Modelling the effects of tidal range and initial bathymetry on the morphological evolution of tidal embayments

• A model was developed to simulate the morphodynamic evolution of tidal embayments.
• Tidal range and initial basin depth control the evolution and basin characteristics.
• The model simulates the formation of both channel networks and flood-tidal deltas.

Tidal embayments are characterized by a wide variety of landscape features, often including either complex tidal channel networks or extensive flood-tidal deltas. The origin of these features and the influence of hydrodynamic drivers and initial geological setting on their long-term characteristics are essentially unexplored. A model was applied to simulate the long-term morphological evolution of tidal embayments, with the purpose of providing insight into the environmental conditions that lead to the differences in tidal embayment morphology. Numerical simulations indicated that the interaction between hydrodynamics, sediment transport, and the evolving topography gives rise to the formation of channel networks. The tidal range and the depth of the initially unchannelized tidal basin controlled the way in which the morphology evolved and determined the timescale over which channels and intertidal areas developed. Channel network formation occurred more rapidly when the tidal range increased and/or when the initial basin depth decreased.
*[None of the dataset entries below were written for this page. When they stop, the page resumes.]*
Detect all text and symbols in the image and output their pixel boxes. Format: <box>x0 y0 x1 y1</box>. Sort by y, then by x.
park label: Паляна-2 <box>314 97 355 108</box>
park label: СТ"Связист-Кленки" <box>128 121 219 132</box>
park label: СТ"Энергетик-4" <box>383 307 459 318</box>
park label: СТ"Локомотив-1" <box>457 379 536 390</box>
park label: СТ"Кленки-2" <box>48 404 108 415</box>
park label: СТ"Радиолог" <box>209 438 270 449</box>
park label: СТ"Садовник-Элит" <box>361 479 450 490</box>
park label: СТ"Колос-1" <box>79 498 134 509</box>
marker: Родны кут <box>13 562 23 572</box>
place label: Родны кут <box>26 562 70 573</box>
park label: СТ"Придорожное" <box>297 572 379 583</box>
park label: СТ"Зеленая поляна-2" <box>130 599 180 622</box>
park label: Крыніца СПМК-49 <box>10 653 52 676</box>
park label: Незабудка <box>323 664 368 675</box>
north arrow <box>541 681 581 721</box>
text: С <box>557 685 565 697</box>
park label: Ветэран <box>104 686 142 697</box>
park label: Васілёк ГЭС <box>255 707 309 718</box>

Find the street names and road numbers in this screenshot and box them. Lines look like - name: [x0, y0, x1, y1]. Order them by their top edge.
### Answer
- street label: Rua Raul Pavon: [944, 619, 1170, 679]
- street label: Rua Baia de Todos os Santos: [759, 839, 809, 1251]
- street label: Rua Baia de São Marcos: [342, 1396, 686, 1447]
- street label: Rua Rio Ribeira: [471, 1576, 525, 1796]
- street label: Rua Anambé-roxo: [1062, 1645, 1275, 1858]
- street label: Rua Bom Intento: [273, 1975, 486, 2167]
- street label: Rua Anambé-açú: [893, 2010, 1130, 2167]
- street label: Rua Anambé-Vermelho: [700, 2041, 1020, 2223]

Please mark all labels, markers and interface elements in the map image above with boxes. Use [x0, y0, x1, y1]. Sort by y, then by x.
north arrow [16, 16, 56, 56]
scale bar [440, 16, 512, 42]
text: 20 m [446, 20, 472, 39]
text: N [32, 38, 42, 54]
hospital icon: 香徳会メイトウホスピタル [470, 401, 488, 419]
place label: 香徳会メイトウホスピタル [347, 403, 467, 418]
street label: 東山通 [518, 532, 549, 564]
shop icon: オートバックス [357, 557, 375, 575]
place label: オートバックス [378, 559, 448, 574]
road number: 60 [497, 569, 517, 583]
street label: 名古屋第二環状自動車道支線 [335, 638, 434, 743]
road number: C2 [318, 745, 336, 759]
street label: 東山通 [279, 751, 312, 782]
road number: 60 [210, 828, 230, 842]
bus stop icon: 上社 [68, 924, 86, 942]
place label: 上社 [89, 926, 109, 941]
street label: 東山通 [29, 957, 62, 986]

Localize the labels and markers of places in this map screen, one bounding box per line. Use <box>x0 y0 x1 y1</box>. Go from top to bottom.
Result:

Tidal basins with a large initial depth showed the development of a flood-tidal delta and for these deep basins channel incision could remain absent over long timescales. Both tidal range and initial bathymetry affected final basin hypsometry and channel network characteristics, including the channel density and the fraction of the basin occupied by the channels. All the simulated morphologies, with different combinations of the tidal range and depth of the basin, evolved towards a state of less morphodynamic activity for which the relative intertidal area was proportional to the ratio of tidal amplitude to basin depth.